■ TRY IT: Search the entries below for "html", and copy each line where it appears.

■ SOURCE DATA:
*** Block opens ***

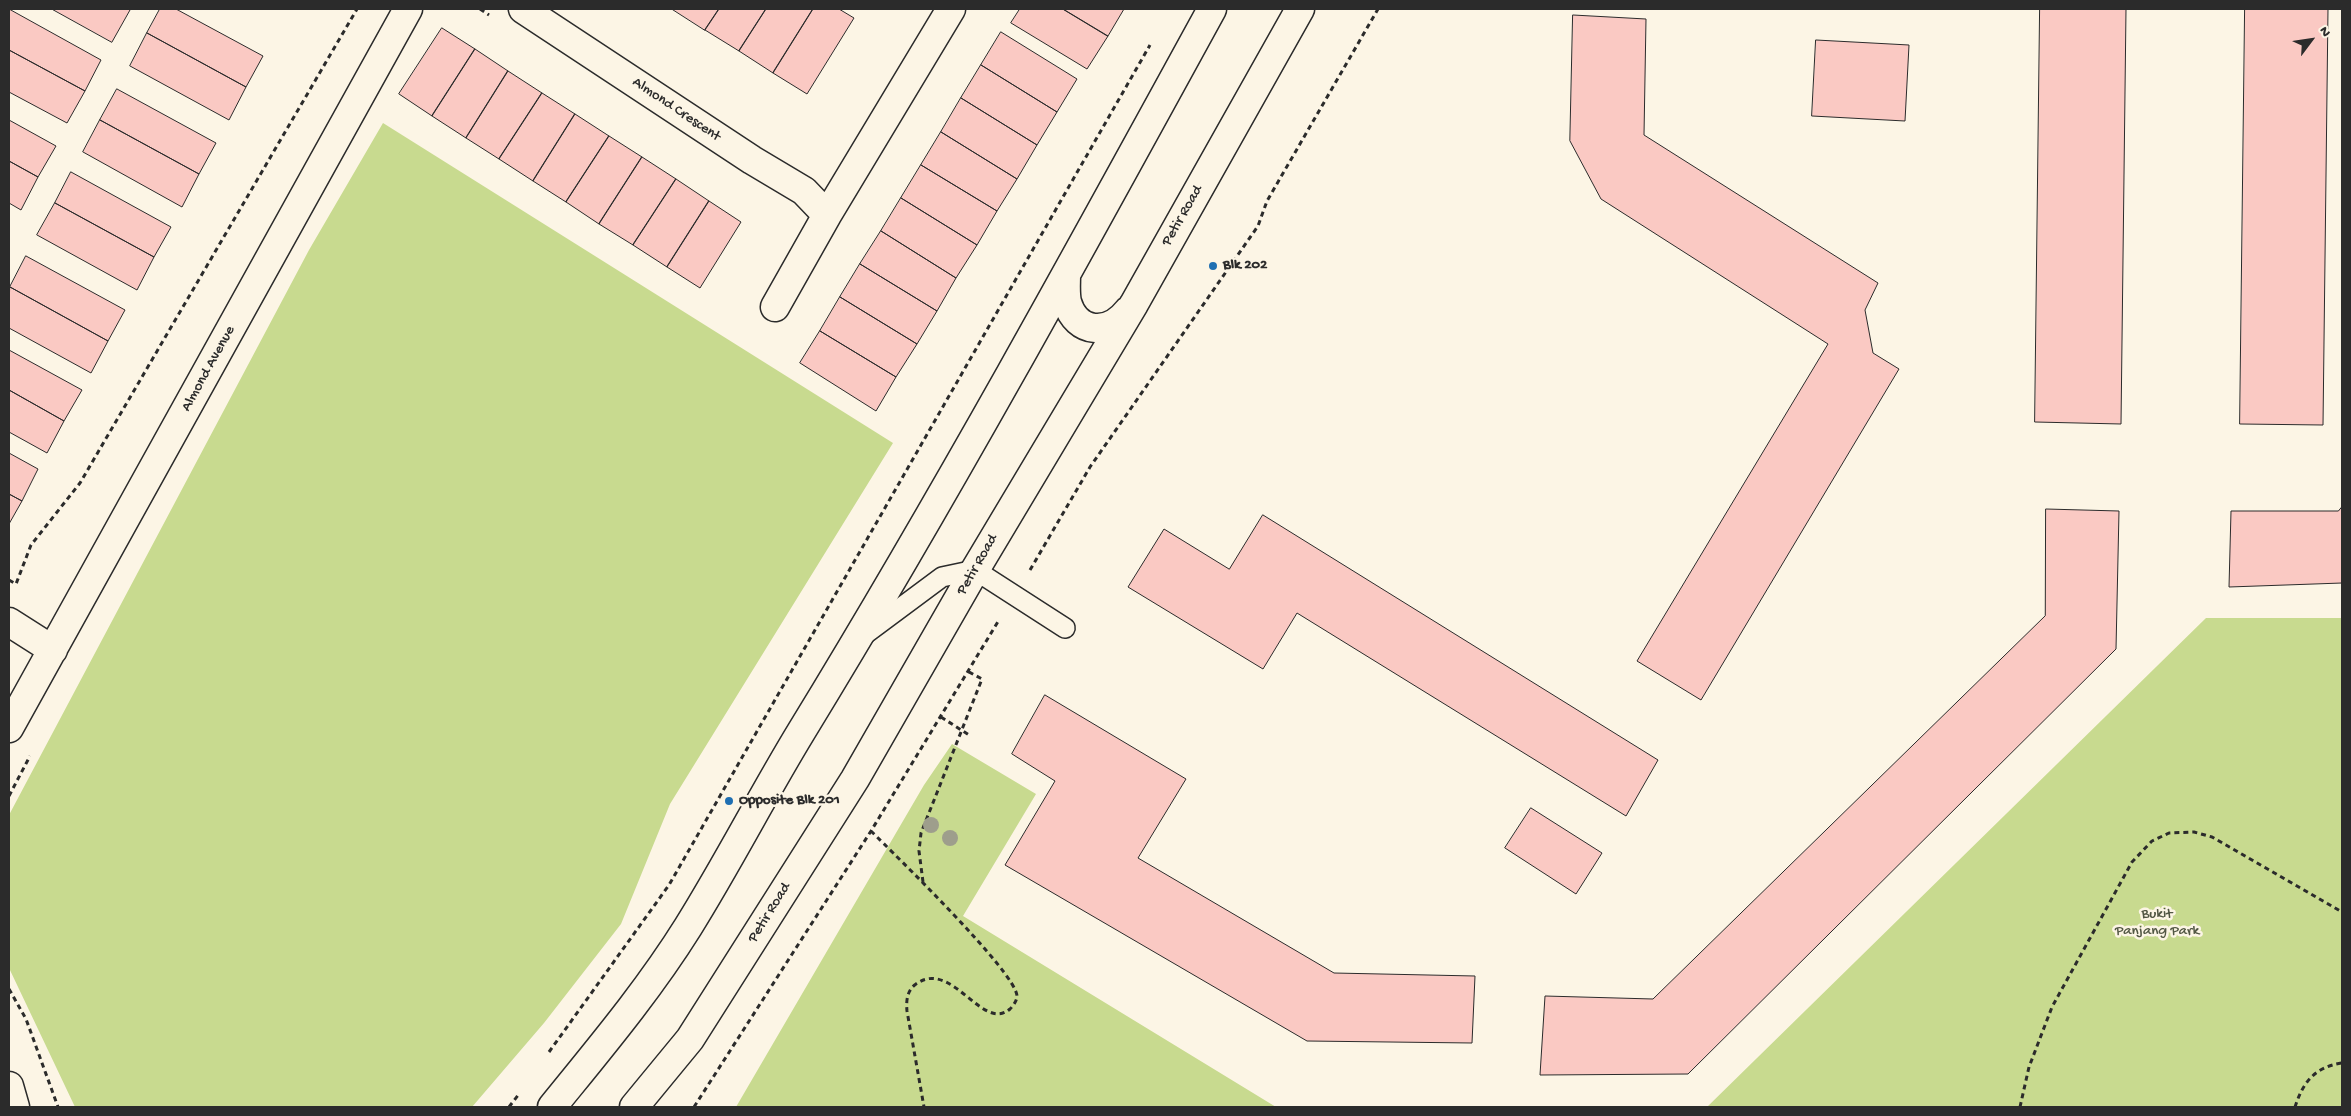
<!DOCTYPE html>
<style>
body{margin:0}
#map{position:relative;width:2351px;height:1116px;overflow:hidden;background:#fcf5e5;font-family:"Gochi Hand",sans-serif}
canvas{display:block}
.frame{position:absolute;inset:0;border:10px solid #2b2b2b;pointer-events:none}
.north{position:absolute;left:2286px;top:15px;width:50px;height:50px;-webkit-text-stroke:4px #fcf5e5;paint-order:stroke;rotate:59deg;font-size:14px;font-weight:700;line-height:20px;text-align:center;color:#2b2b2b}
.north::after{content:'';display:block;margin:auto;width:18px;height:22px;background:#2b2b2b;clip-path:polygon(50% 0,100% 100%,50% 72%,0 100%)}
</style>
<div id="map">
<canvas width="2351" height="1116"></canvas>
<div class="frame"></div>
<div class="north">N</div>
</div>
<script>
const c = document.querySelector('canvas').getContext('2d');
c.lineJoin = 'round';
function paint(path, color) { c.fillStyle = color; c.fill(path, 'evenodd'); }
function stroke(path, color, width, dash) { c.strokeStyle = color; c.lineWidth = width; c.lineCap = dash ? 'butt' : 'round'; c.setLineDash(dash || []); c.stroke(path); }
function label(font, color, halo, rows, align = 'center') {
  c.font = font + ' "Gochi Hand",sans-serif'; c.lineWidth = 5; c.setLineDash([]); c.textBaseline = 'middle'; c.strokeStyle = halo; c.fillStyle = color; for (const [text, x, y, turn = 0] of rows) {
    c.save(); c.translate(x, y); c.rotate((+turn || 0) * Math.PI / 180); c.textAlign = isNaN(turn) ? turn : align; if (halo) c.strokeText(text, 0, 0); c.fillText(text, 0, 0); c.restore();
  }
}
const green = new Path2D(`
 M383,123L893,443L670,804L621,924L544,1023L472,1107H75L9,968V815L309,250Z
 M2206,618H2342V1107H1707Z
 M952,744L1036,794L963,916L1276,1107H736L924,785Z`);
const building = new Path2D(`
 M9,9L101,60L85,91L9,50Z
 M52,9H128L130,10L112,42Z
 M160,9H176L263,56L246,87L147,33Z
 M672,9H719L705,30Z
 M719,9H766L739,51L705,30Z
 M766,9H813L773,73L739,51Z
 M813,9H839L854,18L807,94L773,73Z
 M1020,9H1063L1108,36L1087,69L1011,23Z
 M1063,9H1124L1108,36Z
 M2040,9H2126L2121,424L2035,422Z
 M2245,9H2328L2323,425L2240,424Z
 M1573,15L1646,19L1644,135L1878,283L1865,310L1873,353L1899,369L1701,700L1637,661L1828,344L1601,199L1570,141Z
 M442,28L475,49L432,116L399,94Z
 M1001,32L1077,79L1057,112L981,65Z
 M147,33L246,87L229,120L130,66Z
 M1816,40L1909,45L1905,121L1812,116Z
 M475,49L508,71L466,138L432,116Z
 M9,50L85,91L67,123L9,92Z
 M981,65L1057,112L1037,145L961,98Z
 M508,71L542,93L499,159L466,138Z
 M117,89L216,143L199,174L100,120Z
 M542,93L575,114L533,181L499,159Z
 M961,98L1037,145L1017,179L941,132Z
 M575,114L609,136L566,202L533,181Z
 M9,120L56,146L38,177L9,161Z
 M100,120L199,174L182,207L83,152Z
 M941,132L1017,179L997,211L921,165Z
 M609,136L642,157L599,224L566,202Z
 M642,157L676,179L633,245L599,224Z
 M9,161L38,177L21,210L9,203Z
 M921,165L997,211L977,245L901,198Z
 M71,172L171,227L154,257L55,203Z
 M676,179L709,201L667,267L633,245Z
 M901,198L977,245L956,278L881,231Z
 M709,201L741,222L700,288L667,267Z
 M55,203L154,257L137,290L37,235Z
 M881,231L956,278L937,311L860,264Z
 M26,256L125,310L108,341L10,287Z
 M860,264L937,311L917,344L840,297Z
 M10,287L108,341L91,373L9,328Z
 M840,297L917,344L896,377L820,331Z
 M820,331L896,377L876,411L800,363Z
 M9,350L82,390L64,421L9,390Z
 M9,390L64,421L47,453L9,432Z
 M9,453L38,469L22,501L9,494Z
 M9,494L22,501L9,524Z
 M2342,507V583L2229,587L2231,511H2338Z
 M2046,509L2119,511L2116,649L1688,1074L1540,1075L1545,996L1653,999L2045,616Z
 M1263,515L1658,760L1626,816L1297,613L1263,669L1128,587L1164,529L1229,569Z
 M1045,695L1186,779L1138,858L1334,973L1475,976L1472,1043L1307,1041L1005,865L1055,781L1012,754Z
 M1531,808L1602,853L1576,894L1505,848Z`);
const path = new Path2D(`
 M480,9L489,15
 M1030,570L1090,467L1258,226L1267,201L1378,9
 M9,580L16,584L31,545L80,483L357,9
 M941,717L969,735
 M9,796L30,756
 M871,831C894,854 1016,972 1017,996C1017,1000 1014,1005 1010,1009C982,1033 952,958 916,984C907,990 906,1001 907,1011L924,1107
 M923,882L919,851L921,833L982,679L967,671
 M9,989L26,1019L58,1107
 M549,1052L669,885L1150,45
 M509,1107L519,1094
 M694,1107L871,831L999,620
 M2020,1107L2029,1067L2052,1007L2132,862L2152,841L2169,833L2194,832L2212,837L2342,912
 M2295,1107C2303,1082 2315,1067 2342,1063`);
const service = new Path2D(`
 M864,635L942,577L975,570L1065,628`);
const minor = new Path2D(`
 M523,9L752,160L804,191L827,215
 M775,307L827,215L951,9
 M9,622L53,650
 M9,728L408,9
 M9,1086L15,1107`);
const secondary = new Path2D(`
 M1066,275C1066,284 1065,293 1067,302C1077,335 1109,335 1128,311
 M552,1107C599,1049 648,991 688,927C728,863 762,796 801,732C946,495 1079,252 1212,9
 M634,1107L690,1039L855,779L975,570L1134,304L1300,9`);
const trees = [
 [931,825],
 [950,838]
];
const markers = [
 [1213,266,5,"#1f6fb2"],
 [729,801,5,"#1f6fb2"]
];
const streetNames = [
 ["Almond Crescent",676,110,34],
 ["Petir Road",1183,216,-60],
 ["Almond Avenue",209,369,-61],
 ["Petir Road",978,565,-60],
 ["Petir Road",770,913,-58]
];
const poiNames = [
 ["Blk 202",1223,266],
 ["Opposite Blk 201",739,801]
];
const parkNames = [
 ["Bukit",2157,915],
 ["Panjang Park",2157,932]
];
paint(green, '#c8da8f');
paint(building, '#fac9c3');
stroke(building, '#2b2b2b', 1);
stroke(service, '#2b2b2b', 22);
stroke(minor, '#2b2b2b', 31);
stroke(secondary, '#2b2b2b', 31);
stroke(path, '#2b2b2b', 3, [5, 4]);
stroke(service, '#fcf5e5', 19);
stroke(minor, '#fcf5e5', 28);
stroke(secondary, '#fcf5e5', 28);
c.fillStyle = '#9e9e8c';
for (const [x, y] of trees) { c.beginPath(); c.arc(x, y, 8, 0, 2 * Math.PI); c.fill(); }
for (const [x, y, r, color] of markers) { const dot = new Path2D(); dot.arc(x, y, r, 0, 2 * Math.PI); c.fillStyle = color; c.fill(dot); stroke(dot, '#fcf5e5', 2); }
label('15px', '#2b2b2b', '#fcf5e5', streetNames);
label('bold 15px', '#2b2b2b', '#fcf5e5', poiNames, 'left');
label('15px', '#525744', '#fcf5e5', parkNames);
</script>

*** Block closes ***
*** Block opens ***

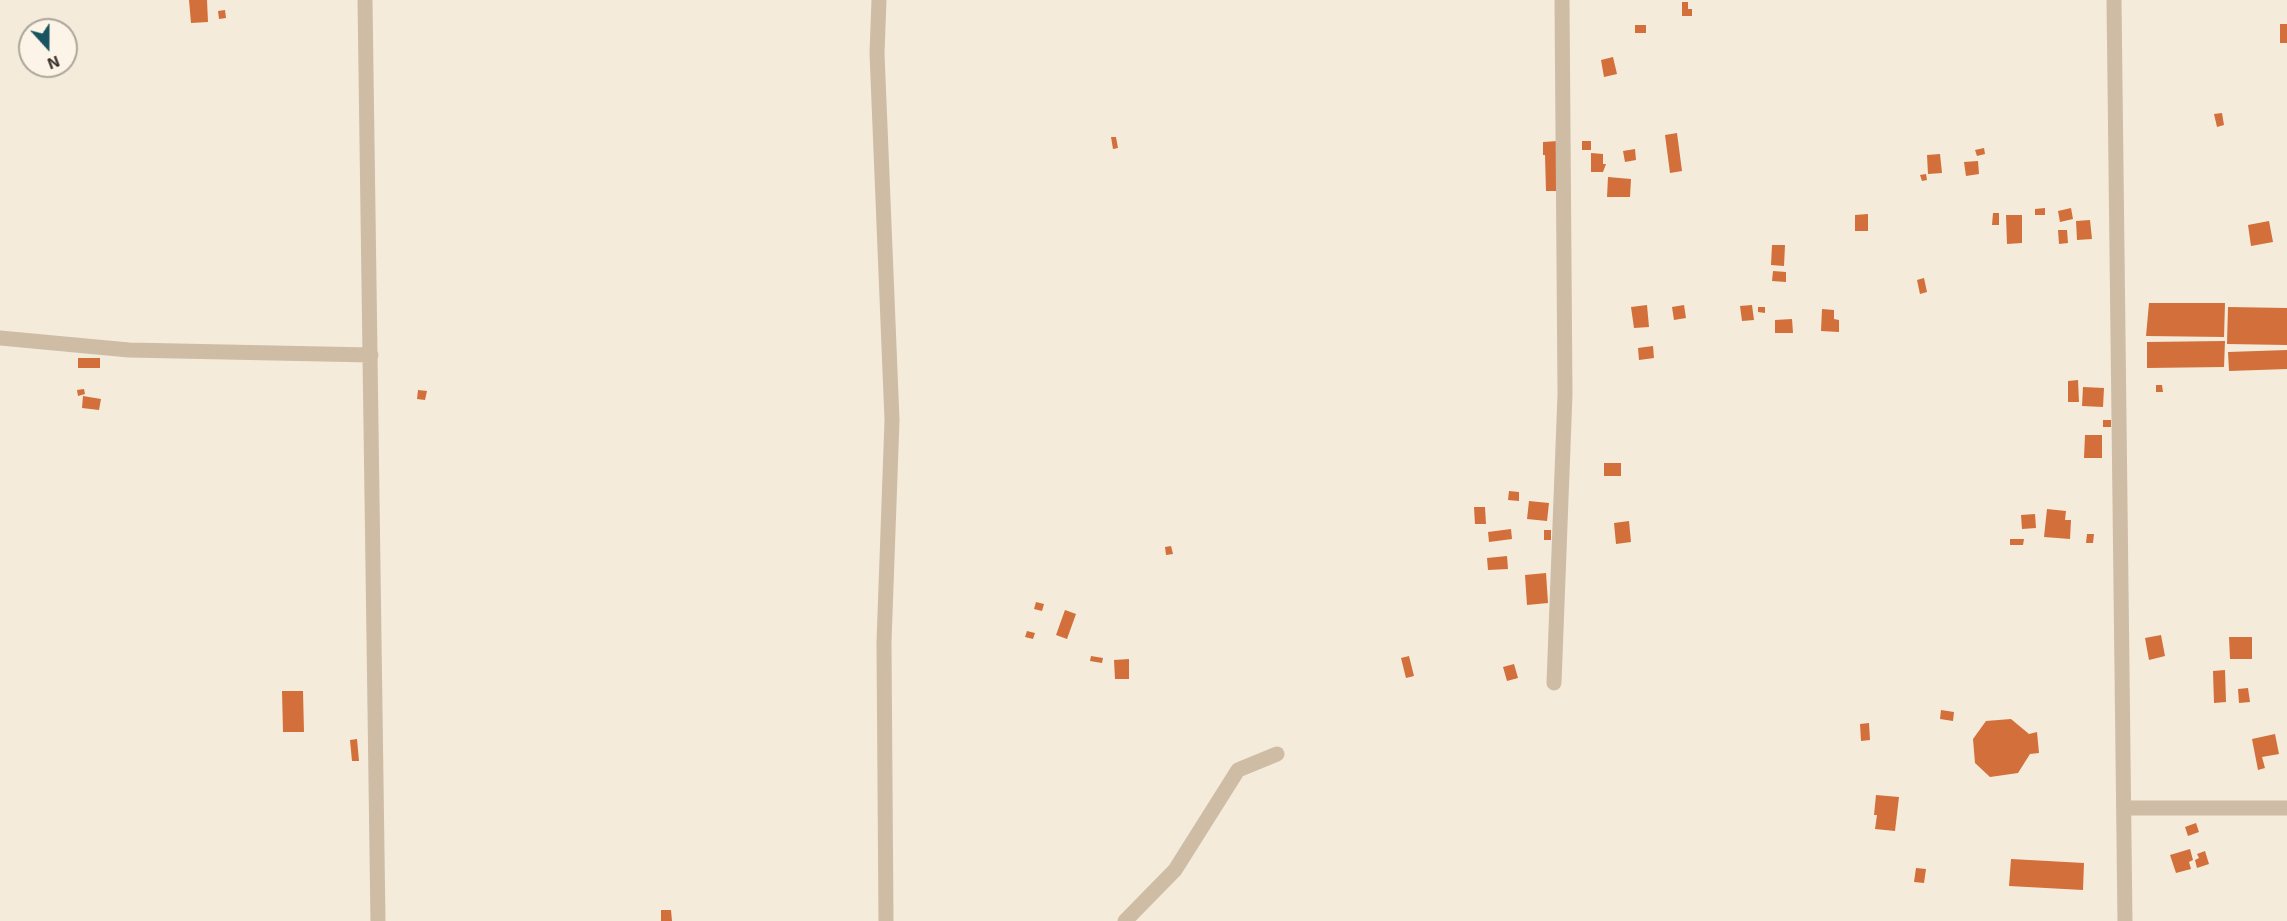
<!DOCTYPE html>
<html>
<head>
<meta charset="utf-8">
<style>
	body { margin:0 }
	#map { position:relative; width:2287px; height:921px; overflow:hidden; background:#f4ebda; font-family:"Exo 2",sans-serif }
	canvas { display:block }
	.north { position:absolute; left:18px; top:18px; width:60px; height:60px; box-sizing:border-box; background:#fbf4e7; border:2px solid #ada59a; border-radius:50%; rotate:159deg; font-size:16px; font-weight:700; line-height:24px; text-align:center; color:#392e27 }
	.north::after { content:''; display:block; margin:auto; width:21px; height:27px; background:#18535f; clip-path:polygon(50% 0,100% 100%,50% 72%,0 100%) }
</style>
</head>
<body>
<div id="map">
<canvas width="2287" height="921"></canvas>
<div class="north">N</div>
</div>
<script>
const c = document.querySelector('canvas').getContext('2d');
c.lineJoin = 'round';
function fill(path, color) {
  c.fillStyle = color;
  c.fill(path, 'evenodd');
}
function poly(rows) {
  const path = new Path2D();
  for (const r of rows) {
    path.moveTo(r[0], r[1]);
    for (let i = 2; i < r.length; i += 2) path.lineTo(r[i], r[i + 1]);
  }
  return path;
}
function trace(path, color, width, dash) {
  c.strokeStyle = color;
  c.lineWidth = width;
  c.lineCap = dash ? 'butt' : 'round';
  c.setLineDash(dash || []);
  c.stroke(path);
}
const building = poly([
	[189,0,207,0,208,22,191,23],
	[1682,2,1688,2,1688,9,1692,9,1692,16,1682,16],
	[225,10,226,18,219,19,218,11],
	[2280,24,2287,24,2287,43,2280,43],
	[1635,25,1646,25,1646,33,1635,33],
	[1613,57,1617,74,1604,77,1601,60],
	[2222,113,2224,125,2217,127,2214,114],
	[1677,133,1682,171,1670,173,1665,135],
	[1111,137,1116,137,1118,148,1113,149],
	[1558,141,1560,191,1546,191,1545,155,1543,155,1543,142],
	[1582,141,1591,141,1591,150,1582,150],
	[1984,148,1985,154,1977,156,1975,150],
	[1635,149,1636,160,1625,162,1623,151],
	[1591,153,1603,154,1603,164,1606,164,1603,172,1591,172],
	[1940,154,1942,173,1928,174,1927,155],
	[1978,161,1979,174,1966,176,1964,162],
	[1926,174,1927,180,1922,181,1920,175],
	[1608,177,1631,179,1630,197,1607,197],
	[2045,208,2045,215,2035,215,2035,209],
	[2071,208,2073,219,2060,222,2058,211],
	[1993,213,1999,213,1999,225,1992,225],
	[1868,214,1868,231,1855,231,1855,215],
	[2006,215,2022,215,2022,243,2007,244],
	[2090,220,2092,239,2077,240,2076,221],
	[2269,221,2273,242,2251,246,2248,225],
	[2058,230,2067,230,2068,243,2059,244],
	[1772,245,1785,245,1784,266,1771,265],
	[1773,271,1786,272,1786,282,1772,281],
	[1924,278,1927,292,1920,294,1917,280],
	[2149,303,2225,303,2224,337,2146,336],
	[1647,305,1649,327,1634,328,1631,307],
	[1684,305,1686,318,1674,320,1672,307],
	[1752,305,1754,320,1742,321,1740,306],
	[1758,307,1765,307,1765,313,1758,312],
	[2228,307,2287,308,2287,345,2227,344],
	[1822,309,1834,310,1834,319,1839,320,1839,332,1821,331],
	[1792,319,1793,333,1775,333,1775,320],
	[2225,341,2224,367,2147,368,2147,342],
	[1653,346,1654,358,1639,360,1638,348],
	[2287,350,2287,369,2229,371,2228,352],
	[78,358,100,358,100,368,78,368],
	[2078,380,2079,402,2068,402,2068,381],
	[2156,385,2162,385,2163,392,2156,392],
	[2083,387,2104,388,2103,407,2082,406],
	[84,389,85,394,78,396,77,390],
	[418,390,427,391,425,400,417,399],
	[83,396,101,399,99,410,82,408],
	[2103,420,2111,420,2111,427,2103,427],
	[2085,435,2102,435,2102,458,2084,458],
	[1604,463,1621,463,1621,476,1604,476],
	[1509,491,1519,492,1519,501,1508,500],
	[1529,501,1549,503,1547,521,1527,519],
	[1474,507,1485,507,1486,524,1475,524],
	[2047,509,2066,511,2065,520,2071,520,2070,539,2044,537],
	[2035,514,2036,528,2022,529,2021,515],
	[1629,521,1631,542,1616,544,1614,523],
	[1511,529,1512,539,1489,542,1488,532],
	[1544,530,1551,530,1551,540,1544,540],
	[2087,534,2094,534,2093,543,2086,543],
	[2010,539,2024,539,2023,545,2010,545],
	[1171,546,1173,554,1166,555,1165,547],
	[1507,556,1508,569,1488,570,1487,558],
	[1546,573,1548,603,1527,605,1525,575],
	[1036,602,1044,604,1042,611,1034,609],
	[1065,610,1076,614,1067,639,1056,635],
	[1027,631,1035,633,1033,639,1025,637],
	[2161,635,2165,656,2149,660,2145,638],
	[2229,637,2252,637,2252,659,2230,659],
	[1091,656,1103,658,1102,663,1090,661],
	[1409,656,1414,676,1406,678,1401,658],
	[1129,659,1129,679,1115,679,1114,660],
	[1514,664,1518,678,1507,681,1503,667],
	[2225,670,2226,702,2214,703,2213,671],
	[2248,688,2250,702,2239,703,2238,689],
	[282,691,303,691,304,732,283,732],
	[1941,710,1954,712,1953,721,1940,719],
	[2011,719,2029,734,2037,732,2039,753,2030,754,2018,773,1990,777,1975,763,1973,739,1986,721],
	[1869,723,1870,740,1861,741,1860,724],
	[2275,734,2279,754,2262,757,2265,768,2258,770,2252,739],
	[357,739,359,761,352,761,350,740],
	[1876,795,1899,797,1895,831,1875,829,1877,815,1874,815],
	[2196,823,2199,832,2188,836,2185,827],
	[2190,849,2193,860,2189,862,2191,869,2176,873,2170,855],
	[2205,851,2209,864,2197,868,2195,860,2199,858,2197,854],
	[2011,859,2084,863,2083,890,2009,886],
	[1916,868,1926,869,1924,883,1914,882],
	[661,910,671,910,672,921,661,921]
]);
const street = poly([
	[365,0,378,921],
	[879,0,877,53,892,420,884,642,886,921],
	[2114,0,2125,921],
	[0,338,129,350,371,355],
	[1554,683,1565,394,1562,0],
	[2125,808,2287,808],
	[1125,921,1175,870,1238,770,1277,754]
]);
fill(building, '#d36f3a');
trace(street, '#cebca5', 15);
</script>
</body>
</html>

*** Block closes ***

■ SOLUTION:
<!DOCTYPE html>
<!DOCTYPE html>
<html>
</html>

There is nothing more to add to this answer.